Niall Quinn backs Jon Walters for PFA role

Quinn believes former striker could connect with players at all levels of the league ladder

Niall Quinn believes Jon Walters would be a good choice as chief executive of the PFA. Photograph: Ryan Byrne/Inpho

Niall Quinn believes Jon Walters would be a good choice as chief executive of the PFA. Photograph: Ryan Byrne/Inpho

 

Niall Quinn says he admires Jon Walters’ decision to enter the race to succeed Gordon Taylor as chief executive of the English players’ union, the PFA, and believes that the former Republic of Ireland international could help the organisation to better connect with dressingrooms at all levels of the game.

Speaking at an event to promote the return of Virgin’s Champions League coverage this week and a two-part extended interview with him, Bootroom to Boardroom - the first-half of which airs on Wednesday night on Virgin Two - Quinn says he feels the union needs to sell itself better both to its own membership and the wider public. Walters would, he believes, have a strong feel for that side of the role after having featured for clubs at different levels of the league ladder.

“I read that article (an interview with the London Times in which Walters declared his interest) and it was almost like looking at him on the pitch. He was so into it. He obviously really wants this; he feels it’s the route he wants to take after football.

“Jonathan is very driven and I wish him well with it. It’s almost noble of him given that he would have made a lot of money but he’s not just sitting back, looking forward to next being on holiday and happy out to look at all his investments.

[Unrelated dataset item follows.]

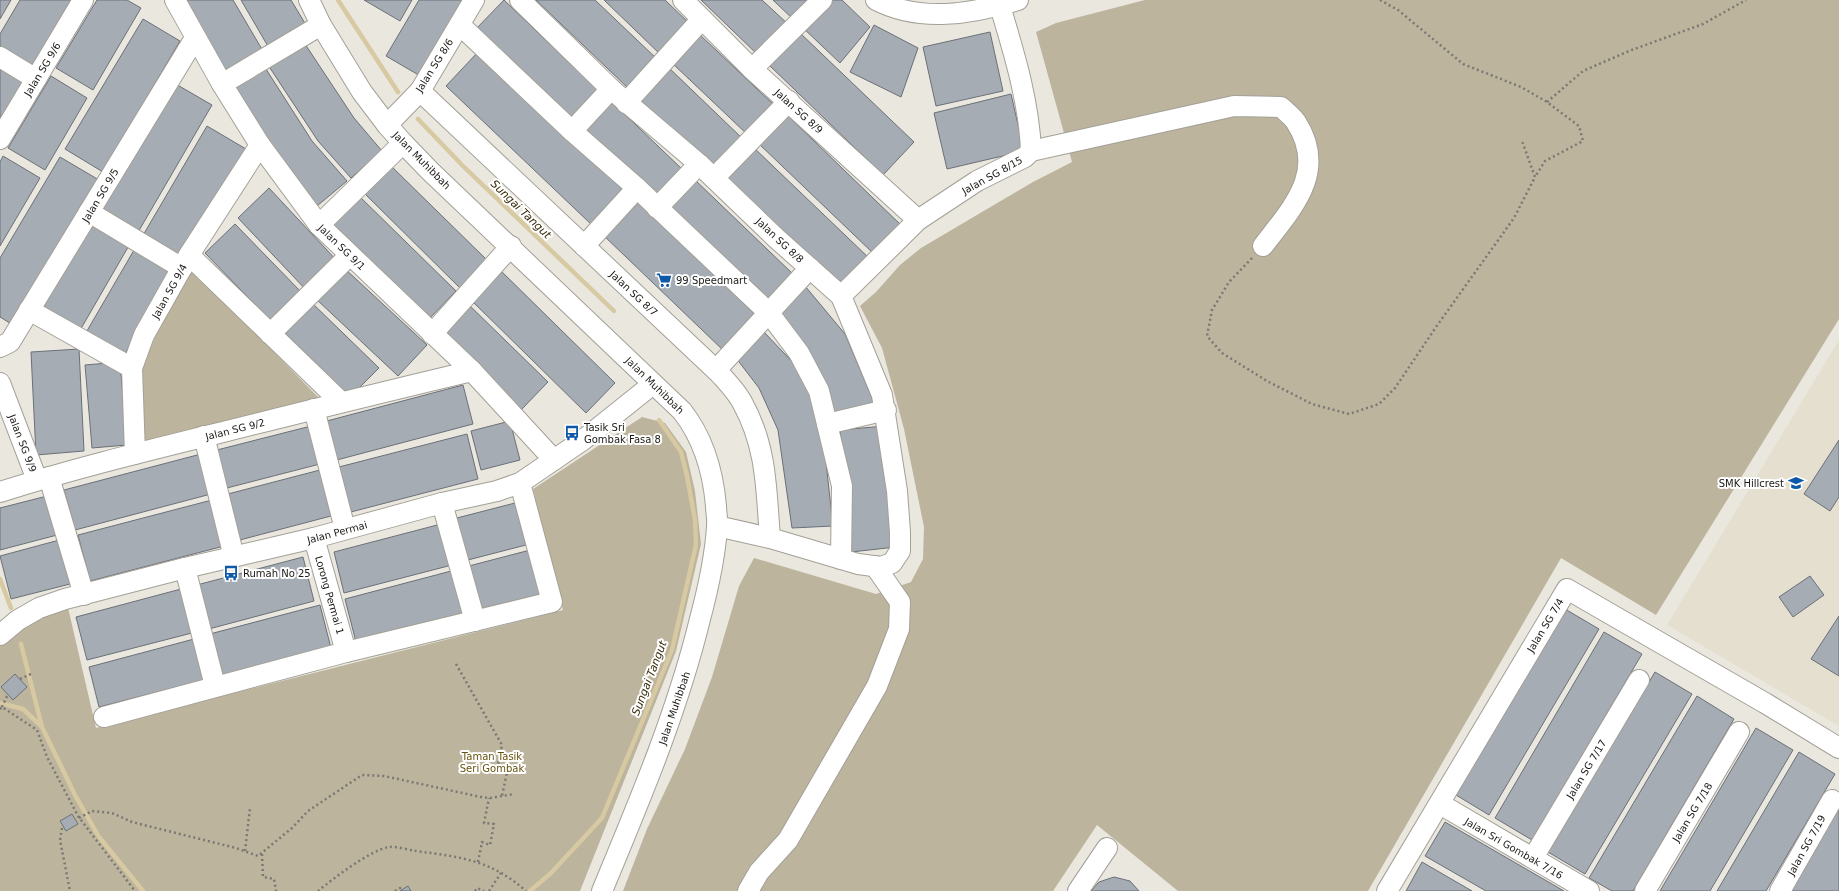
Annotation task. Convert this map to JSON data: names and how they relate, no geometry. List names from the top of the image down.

That he’s put the effort in to go this far I think is great and good luck to him.”

Quinn was an active member of the union during his own playing days and believes that while the union is financially secure now thanks to its share of TV revenues, strikes which helped to secure the departure of Taylor - a controversial figure, not least because of his reported €2.2 million annual salary - were a key moment for the organisation and its members.

“I feel that I’m okay to speak on this after having led the strike for the PFA twice, in the Man City dressing room one year and Sunderland a few years later,” he says. “There’s a seismic change taking place with the departure of the CEO and it’s a crossroads for the PFA.

“The feeling among the players at that time was that we had to protect it (the share of TV money) for players who would miss out, players who would need it in the future and the game has changed.

“I think people look at football now and just think of the guys at the top end but I think there are so many players hitting hard times, for whatever reason, all the way down the ladder. He (Walters) is very focused on the players - naturally it’s a players’ association - but he’s very focused on visiting dressingrooms, urging people to understand the PFA a bit more and making it a more important organisation. I think that’s bang on.”